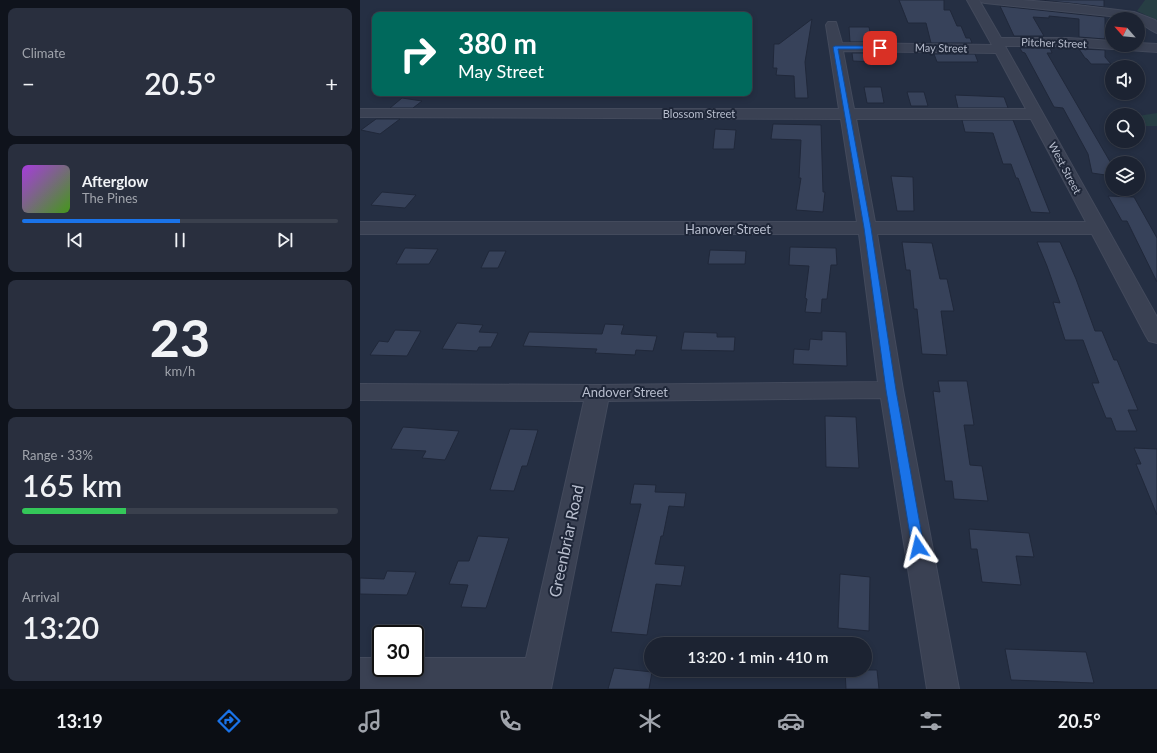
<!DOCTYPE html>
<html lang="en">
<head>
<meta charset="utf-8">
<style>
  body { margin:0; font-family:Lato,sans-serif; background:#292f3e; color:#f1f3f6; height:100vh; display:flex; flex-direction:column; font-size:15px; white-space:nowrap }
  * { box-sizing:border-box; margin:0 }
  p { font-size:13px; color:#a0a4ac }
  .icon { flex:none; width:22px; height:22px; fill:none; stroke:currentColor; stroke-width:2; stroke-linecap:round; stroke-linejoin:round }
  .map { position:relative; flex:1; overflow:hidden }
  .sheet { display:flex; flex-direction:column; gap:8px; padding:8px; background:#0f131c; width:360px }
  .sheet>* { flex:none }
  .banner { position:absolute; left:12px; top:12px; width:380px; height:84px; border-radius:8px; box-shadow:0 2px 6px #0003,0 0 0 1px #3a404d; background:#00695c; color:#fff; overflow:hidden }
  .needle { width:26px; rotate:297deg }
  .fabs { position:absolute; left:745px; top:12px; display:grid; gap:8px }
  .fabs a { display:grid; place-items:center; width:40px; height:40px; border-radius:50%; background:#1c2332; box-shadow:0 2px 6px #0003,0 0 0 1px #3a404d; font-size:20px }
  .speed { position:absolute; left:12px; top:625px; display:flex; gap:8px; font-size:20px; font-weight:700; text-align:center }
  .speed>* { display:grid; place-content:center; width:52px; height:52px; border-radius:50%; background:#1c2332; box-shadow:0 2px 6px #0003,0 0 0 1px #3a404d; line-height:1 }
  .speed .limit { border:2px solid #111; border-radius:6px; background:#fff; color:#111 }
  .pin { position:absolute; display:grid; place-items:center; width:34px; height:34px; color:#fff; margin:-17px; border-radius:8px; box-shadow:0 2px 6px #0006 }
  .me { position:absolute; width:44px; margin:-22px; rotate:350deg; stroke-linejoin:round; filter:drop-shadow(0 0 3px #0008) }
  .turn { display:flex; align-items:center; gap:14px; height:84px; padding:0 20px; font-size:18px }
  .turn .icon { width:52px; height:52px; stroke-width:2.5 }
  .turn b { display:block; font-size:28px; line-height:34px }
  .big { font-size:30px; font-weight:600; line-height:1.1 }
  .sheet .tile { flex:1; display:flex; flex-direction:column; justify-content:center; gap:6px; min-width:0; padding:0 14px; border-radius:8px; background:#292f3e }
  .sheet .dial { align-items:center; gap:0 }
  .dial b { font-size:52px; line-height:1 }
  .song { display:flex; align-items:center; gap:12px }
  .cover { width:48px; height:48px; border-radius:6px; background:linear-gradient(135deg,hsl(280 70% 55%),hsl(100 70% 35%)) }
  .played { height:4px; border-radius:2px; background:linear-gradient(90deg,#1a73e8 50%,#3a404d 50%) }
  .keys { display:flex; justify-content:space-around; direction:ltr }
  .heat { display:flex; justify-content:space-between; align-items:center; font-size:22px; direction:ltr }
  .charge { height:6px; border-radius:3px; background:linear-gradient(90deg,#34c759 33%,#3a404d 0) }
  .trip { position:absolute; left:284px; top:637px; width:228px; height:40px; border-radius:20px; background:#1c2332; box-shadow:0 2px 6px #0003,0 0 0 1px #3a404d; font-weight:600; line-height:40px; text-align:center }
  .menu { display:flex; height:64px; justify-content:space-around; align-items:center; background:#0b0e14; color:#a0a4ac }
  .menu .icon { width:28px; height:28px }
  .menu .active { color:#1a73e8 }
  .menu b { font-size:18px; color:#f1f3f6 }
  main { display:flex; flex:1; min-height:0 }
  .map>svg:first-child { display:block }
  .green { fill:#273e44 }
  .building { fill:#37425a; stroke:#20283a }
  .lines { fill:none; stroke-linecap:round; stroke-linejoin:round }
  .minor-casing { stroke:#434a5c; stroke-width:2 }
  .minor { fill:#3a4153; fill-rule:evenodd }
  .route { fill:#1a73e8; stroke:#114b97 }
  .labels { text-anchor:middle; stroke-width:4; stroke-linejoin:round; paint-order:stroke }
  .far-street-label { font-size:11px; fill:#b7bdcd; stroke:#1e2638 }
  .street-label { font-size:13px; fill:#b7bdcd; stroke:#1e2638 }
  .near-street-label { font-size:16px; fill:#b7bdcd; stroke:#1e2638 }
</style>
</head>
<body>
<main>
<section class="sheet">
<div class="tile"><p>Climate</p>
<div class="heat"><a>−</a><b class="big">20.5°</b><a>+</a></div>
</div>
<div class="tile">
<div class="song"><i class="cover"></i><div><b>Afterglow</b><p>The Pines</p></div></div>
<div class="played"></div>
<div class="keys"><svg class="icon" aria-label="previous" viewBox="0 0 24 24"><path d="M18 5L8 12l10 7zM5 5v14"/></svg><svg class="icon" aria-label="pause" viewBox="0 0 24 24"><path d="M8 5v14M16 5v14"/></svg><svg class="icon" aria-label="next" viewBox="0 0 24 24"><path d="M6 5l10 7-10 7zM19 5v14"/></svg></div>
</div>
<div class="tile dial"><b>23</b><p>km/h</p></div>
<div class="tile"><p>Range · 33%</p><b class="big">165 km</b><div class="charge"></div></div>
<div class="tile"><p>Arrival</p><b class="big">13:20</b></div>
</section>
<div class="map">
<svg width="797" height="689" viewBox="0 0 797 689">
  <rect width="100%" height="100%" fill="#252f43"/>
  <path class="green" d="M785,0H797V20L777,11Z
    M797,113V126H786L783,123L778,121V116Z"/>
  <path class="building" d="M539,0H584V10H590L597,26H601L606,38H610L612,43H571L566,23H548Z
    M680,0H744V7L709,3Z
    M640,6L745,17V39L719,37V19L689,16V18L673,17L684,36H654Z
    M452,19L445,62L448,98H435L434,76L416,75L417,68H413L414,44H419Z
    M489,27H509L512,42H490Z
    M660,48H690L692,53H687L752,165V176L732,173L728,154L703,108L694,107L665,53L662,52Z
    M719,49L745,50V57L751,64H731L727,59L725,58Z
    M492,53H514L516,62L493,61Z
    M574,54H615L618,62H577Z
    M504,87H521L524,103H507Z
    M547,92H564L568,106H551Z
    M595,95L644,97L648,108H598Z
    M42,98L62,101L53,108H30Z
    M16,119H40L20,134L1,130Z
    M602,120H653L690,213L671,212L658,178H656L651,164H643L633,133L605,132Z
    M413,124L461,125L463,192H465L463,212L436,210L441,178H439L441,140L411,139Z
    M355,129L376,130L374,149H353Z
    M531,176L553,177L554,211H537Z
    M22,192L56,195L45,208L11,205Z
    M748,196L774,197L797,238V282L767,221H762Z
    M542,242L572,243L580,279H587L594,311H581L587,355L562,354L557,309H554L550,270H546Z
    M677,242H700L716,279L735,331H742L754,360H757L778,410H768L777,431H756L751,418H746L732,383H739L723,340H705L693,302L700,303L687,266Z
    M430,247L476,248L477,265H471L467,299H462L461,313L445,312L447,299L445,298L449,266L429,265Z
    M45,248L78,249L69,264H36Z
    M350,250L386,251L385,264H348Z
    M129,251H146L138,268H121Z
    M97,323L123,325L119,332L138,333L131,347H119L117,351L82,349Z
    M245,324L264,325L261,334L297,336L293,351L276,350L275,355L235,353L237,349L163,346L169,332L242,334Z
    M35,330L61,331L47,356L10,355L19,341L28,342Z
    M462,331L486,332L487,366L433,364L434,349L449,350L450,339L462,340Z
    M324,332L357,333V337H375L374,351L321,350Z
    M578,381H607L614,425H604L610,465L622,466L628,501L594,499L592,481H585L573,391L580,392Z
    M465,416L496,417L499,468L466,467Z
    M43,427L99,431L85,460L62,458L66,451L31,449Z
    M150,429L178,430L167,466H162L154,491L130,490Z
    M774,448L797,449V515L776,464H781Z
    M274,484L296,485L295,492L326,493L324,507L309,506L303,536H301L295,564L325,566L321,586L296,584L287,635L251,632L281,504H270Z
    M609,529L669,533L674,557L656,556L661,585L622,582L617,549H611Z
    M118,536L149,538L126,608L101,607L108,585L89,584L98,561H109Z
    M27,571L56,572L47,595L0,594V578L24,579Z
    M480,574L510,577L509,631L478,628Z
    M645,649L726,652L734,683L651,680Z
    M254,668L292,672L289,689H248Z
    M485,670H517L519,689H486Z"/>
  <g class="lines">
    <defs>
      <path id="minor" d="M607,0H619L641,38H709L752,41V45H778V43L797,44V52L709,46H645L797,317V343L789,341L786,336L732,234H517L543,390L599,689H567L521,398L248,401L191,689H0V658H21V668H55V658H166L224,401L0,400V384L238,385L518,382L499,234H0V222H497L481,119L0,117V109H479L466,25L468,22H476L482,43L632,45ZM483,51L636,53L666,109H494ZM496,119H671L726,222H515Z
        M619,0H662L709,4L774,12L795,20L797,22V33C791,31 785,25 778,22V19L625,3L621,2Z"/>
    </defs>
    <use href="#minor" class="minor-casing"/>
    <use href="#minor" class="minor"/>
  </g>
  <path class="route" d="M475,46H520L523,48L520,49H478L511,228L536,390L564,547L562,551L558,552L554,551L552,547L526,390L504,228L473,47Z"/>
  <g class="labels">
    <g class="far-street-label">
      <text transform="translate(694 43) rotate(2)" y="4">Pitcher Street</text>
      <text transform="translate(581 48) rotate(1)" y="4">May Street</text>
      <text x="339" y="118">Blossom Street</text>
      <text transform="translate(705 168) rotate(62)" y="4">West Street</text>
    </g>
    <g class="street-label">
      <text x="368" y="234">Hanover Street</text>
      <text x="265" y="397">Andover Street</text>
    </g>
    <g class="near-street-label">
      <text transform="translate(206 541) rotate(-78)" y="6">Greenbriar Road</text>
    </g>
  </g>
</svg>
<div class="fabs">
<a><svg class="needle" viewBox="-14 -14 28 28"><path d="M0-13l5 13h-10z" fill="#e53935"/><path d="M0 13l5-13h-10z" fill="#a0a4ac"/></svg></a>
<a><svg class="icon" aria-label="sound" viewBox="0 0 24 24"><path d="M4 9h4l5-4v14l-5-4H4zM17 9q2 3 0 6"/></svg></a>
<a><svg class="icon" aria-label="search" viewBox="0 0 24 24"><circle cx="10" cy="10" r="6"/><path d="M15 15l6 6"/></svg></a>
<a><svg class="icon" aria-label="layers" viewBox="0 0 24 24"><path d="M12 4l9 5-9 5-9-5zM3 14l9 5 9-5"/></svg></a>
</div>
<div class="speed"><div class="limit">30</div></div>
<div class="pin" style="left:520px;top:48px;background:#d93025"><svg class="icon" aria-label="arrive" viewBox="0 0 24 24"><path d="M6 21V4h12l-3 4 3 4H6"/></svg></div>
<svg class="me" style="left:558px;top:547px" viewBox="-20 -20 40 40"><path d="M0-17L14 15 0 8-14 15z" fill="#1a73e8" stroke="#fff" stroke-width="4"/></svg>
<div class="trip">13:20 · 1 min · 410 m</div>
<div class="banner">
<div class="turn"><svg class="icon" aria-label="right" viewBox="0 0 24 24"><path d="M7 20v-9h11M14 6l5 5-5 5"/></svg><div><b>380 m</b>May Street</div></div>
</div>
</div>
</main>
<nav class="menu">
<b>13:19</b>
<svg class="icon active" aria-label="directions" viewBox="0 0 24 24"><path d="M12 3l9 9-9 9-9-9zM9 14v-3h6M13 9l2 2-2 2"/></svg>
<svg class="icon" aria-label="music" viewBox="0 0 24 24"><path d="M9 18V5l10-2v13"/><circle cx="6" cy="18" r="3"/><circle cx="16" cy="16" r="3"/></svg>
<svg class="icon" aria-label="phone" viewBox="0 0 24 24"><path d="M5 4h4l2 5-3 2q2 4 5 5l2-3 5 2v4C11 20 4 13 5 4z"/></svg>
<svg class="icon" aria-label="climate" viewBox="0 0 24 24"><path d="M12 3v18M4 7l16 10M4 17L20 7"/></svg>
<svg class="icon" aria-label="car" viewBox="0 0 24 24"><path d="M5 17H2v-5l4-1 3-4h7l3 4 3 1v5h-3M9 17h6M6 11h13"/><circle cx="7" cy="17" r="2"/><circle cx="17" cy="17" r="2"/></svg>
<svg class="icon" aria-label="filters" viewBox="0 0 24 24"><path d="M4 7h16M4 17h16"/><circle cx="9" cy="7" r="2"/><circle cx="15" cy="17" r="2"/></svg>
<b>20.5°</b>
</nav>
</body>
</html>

Try it = Please give back exactly the lines of the listing above that run from the one containing "display:flex; justify-content:space-around; direction:ltr" through the one containing "display:flex; justify-content:space-between; align-items:center;", and only those.

Reply to the task =
  .keys { display:flex; justify-content:space-around; direction:ltr }
  .heat { display:flex; justify-content:space-between; align-items:center; font-size:22px; direction:ltr }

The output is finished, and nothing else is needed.